WHAT YOU ARE ASKED TO DO: Lines to return, exactly: from the line with "flex:1; display:grid; gap:12px;" to the line with "6,42 0,12 0,0 Z" in the entries below, both included.

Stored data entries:
──────────
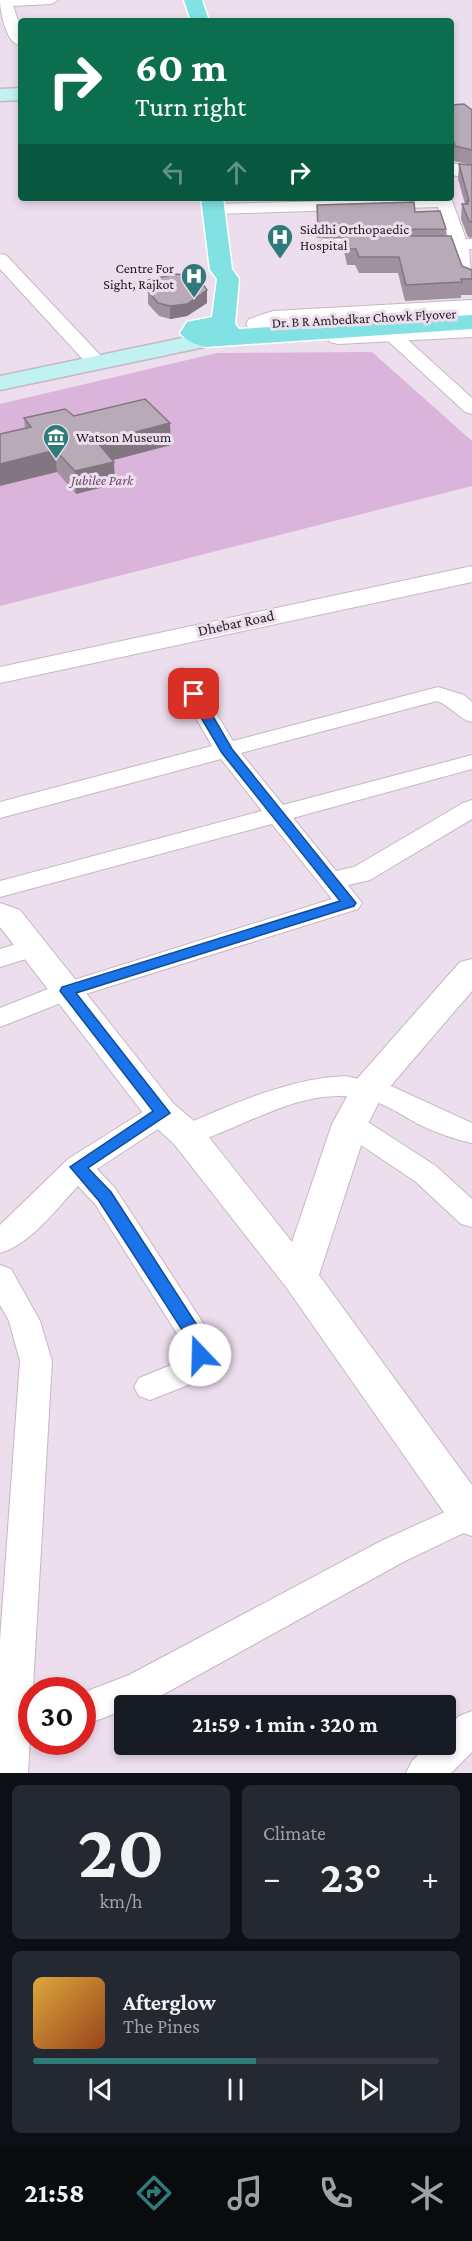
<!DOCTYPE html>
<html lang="en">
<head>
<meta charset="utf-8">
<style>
  body { margin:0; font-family:"Crimson Pro",serif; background:#242831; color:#f1f3f6; height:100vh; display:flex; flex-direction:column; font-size:22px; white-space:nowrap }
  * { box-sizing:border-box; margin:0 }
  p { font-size:20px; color:#9ea1a6 }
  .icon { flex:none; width:33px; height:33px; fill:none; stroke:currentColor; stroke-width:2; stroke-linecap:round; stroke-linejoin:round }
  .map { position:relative; height:1773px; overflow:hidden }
  .sheet { display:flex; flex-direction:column; gap:12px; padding:12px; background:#0d0f14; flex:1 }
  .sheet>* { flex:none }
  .banner { position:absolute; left:18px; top:18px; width:436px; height:183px; border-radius:6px; box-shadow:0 3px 9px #0003; background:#0b6e4f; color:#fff; overflow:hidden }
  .speed { position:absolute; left:18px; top:1677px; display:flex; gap:12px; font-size:30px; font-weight:700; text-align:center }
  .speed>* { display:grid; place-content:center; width:78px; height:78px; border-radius:50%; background:#171b24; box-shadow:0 3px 9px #0003; line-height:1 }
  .speed .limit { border:9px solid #d22; background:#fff; color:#111 }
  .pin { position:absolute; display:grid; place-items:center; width:51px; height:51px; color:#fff; margin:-26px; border-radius:12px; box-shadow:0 3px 9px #0006 }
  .me { position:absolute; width:66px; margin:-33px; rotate:339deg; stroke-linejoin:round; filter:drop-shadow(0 0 4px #0008) }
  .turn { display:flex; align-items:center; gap:21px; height:126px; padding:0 18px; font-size:27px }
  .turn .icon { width:78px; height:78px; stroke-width:2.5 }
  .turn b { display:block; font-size:42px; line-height:51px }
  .lanes { display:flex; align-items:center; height:57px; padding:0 18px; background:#0003; justify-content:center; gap:30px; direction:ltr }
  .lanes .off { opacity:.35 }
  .big { font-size:45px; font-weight:700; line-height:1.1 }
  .sheet .widget { flex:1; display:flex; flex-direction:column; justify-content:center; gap:9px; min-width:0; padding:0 21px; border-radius:9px; background:#242831 }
  .sheet .dial { align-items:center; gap:0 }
  .dial b { font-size:78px; line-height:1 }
  .song { display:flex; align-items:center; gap:18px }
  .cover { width:72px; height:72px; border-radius:9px; background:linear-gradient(135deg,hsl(40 70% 55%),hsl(20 70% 35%)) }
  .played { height:6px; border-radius:3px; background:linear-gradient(90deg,#317a7a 55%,#363941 55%) }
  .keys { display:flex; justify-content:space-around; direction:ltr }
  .heat { display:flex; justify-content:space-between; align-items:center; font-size:33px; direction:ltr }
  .sheet .tiles { flex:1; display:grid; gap:12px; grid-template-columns:1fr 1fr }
  .widget:last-child { grid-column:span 2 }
  .trip { position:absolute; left:114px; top:1695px; width:342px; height:60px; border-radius:6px; background:#171b24; box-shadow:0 3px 9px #0003; font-weight:700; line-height:60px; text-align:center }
  .menu { display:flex; height:96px; justify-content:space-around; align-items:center; background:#090b0e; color:#9ea1a6 }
  .menu .icon { width:42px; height:42px }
  .menu .selected { color:#317a7a }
  .menu b { font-size:27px; color:#f1f3f6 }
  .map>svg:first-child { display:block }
</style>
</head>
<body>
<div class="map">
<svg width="472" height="1773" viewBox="0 0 472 1773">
  <rect width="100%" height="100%" fill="#eddeed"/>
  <path fill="#dab4da" d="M 372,352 L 472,441 L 472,486 L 0,606 L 0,404 L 217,353 Z"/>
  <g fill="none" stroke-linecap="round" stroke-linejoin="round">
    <g stroke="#c5b7c5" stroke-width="2">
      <path id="minor" d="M 0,0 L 58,0 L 51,4 L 13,6 L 21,28 L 19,45 C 6,42 0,12 0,0 Z
        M 451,198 L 466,239 L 472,239 L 472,249 L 469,249 L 472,286 L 463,281 L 452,250 L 421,250 L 412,245 L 421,240 L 449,239 L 438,207 L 212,214 L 204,209 L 212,204 Z
        M 324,239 L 379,239 L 388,244 L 379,249 L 318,248 L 315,244 Z
        M 0,254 L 6,255 L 102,357 L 104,361 L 102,365 L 88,365 L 0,269 Z
        M 392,330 L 398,331 L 472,398 L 472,414 L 465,412 L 386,339 L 383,335 Z
        M 182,668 L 190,670 L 233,741 L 438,687 L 464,695 L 472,702 L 472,722 C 458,719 451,706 437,701 L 241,753 L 283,805 L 472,755 L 472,769 L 293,818 L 336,871 L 354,867 L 463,803 L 472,800 L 472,819 L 370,880 L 348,885 L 362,903 L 358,909 L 76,997 L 0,1027 L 0,1008 L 58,985 L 332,899 L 272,824 L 0,897 L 0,881 L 262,811 L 221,759 L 0,818 L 0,802 L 212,746 L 171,675 L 174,670 Z
        M 33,939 L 42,942 L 46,948 L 42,954 L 0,967 L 0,949 Z
        M 345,1076 L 391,1086 L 472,1123 L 472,1143 C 454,1139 437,1133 420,1125 C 403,1116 385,1103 366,1099 C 302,1084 246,1128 187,1145 L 177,1142 L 173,1135 L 177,1128 C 232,1105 285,1079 345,1076 Z
        M 162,1103 L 172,1106 L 176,1113 L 172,1120 L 97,1169 L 115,1188 L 209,1332 L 216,1355 L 204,1379 L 150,1400 L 139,1396 L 134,1387 L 139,1378 L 181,1361 L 184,1355 L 183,1343 L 95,1204 L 78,1186 C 56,1209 31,1244 0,1253 L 0,1225 L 68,1159 L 152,1106 Z
        M 350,1114 L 360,1117 L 436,1166 L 472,1199 L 472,1227 L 461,1224 L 416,1182 L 340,1131 L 336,1124 L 340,1117 Z
        M 0,1265 L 11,1269 L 40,1321 L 52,1361 L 28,1773 L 0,1773 L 0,1641 L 20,1361 L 9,1321 L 0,1305 Z
        M 469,1501 L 472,1502 L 472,1529 L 405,1561 L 155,1699 L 137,1706 L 124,1706 L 124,1710 L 82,1726 L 82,1693 L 129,1675 L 381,1541 Z
        M 472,1711 L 472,1752 L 451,1773 L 406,1773 L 412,1761 L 429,1744 L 446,1744 L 446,1729 L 459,1716 Z"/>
    </g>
    <g stroke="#c5b7c5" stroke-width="2">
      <path id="tertiary" d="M 452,163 L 472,167 L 472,179 L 452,175 Z
        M 472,300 L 472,314 L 276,325 L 257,331 L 249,329 L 246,324 L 249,319 L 273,311 Z
        M 472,323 L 472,337 L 338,344 L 330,342 L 327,337 L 330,332 L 338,330 Z
        M 472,566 L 472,582 L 0,683 L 0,667 Z
        M 0,903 L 20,910 L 174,1104 L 200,1126 L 292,1242 L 332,1124 L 356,1080 L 460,962 L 472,959 L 472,991 L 382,1096 L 368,1124 L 319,1275 L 472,1485 L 472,1536 L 457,1531 L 286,1287 L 174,1144 L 150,1122 L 0,927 Z"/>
    </g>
    <g stroke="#c5b7c5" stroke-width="3">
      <path id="secondary" d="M 21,88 L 21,100 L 0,101 L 0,89 Z
        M 206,333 L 214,335 L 218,340 L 214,345 L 0,390 L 0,376 Z"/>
    </g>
    <g stroke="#fff" stroke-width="3">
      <path id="primary" d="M 184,0 L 202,0 L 209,21 L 191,21 Z
        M 201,198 L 223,198 L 232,269 L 239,279 L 235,324 L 239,329 L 472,315 L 472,329 L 206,347 C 196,345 186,341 180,333 L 187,322 L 212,317 L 217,279 L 210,270 Z"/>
    </g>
    <use href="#minor" fill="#fff" fill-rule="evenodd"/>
    <use href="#tertiary" fill="#fff" fill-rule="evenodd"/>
    <use href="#secondary" fill="#c1f1f1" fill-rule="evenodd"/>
    <use href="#primary" fill="#82e2e3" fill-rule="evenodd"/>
  </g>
  <path fill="#9f929e" d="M 452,105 L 472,110 L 472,165 L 454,161 L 452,155 Z
    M 459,164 L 472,165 L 472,238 L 468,237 L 461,219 L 462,204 L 465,204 L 458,179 Z
    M 316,198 L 361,198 L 317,199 Z
    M 317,205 L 415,212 L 446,229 L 446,236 L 462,266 L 472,270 L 472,295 L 461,295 L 461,298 L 405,301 L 398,273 L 359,273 L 355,265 L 347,265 L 344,251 L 345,238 L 317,238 Z
    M 148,280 L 207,303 L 187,316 L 170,319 L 159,316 L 148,304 Z
    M 74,416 L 171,445 L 113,460 L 115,484 L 76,494 L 57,472 L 25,428 L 24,418 Z"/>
  <path fill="#827781" d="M 207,290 L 207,303 L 187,316 L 170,319 L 170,306 Z
    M 170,423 L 171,445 L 98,464 L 97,442 Z
    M 55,450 L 57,472 L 0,486 L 0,464 Z
    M 114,462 L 115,484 L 76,494 L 75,471 Z"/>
  <path fill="#b9aab8" stroke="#827781" stroke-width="1.5" d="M 464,104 L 472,110 L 472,150 L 455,146 L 453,140 L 452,141 L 452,105 Z
    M 459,164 L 472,165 L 472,222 L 469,221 L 462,204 L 468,204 L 467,201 L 469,201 Z
    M 414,202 L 415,212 L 440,211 L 446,229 L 318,230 L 317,205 Z
    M 345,236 L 451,236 L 462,266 L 472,270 L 472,279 L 461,279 L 462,282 L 406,285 L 399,257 L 359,257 L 356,249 L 347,249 Z
    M 175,274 L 197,276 L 207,290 L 187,304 L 170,306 L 158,303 L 148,291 L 148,280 Z
    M 145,399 L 170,423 L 97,442 L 114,462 L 75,471 L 55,450 L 0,464 L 0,434 L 31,427 L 24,418 L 65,409 L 74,416 Z"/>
  <path fill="#1a73e8" stroke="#114b97" stroke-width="1.5" d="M 194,690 L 200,694 L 232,749 L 356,903 L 354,906 L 76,993 L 170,1113 L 88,1168 L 111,1192 L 204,1336 L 209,1355 L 206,1360 L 194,1360 L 190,1342 L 99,1201 L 70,1167 L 153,1111 L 60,991 L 62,987 L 340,901 L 222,753 L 187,694 Z"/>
  <defs>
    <g id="hospital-pin" transform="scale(1.35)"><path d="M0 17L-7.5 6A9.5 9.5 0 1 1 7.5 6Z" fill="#317a7a" stroke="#eddeed"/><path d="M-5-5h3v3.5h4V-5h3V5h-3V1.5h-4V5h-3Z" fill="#fff"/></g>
    <g id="museum-pin" transform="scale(1.35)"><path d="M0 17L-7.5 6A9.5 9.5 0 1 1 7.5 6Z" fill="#317a7a" stroke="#eddeed"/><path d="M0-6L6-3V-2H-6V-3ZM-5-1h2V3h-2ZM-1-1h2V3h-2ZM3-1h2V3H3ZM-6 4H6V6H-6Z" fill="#fff"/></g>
  </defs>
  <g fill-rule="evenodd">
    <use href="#hospital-pin" x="280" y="237"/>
    <use href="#hospital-pin" x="194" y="276"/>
    <use href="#museum-pin" x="56" y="437"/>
  </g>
  <g text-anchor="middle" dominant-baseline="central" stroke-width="6" stroke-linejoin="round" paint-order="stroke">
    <g font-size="14" fill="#201b20" stroke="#eddeed" text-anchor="start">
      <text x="300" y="229">Siddhi Orthopaedic<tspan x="300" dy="16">Hospital</tspan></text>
      <text x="174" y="268" text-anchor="end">Centre For<tspan x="174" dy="16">Sight, Rajkot</tspan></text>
      <text x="76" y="437">Watson Museum</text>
    </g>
    <g font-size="14" fill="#201b20" stroke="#eddeed">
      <text transform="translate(364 318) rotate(-3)">Dr. B R Ambedkar Chowk Flyover</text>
    </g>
    <g font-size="14" font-style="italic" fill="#744275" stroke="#eddeed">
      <text x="102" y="480">Jubilee Park</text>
    </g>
    <g font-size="15" fill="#201b20" stroke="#eddeed">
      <text transform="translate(236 623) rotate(-12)">Dhebar Road</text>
    </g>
  </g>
</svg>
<div class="speed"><div class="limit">30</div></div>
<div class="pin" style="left:194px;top:694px;background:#d93025"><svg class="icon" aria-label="arrive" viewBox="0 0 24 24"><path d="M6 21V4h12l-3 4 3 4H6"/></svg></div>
<svg class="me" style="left:200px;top:1355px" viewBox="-20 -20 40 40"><circle r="19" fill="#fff"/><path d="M0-13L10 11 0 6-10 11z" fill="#1a73e8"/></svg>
<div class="trip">21:59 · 1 min · 320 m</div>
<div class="banner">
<div class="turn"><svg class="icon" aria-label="right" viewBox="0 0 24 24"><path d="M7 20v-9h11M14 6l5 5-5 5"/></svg><div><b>60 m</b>Turn right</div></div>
<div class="lanes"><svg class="icon off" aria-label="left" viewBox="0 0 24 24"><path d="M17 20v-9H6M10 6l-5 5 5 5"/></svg><svg class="icon off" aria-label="ahead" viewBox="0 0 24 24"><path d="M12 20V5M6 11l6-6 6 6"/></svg><svg class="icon" aria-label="right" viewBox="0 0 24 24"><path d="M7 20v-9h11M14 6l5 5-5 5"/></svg></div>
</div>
</div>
<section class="sheet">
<div class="tiles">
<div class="widget dial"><b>20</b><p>km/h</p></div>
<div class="widget"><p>Climate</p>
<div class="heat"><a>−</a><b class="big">23°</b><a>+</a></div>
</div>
<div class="widget">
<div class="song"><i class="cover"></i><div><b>Afterglow</b><p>The Pines</p></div></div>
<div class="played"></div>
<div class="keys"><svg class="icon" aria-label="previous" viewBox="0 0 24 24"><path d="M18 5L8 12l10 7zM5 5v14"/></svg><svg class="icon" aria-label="pause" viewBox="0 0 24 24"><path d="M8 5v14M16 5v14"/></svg><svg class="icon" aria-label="next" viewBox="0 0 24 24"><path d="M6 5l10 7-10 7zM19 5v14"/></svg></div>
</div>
</div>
</section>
<nav class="menu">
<b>21:58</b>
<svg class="icon selected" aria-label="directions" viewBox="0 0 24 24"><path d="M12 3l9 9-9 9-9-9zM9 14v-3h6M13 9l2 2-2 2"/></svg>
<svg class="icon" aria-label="music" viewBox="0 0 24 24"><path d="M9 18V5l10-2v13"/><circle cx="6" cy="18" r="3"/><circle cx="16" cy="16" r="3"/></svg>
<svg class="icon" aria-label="phone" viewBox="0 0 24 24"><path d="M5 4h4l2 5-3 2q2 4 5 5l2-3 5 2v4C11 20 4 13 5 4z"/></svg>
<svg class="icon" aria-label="climate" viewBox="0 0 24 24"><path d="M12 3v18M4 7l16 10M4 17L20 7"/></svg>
</nav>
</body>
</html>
──────────
EXERCISE RESULT:
  .sheet .tiles { flex:1; display:grid; gap:12px; grid-template-columns:1fr 1fr }
  .widget:last-child { grid-column:span 2 }
  .trip { position:absolute; left:114px; top:1695px; width:342px; height:60px; border-radius:6px; background:#171b24; box-shadow:0 3px 9px #0003; font-weight:700; line-height:60px; text-align:center }
  .menu { display:flex; height:96px; justify-content:space-around; align-items:center; background:#090b0e; color:#9ea1a6 }
  .menu .icon { width:42px; height:42px }
  .menu .selected { color:#317a7a }
  .menu b { font-size:27px; color:#f1f3f6 }
  .map>svg:first-child { display:block }
</style>
</head>
<body>
<div class="map">
<svg width="472" height="1773" viewBox="0 0 472 1773">
  <rect width="100%" height="100%" fill="#eddeed"/>
  <path fill="#dab4da" d="M 372,352 L 472,441 L 472,486 L 0,606 L 0,404 L 217,353 Z"/>
  <g fill="none" stroke-linecap="round" stroke-linejoin="round">
    <g stroke="#c5b7c5" stroke-width="2">
      <path id="minor" d="M 0,0 L 58,0 L 51,4 L 13,6 L 21,28 L 19,45 C 6,42 0,12 0,0 Z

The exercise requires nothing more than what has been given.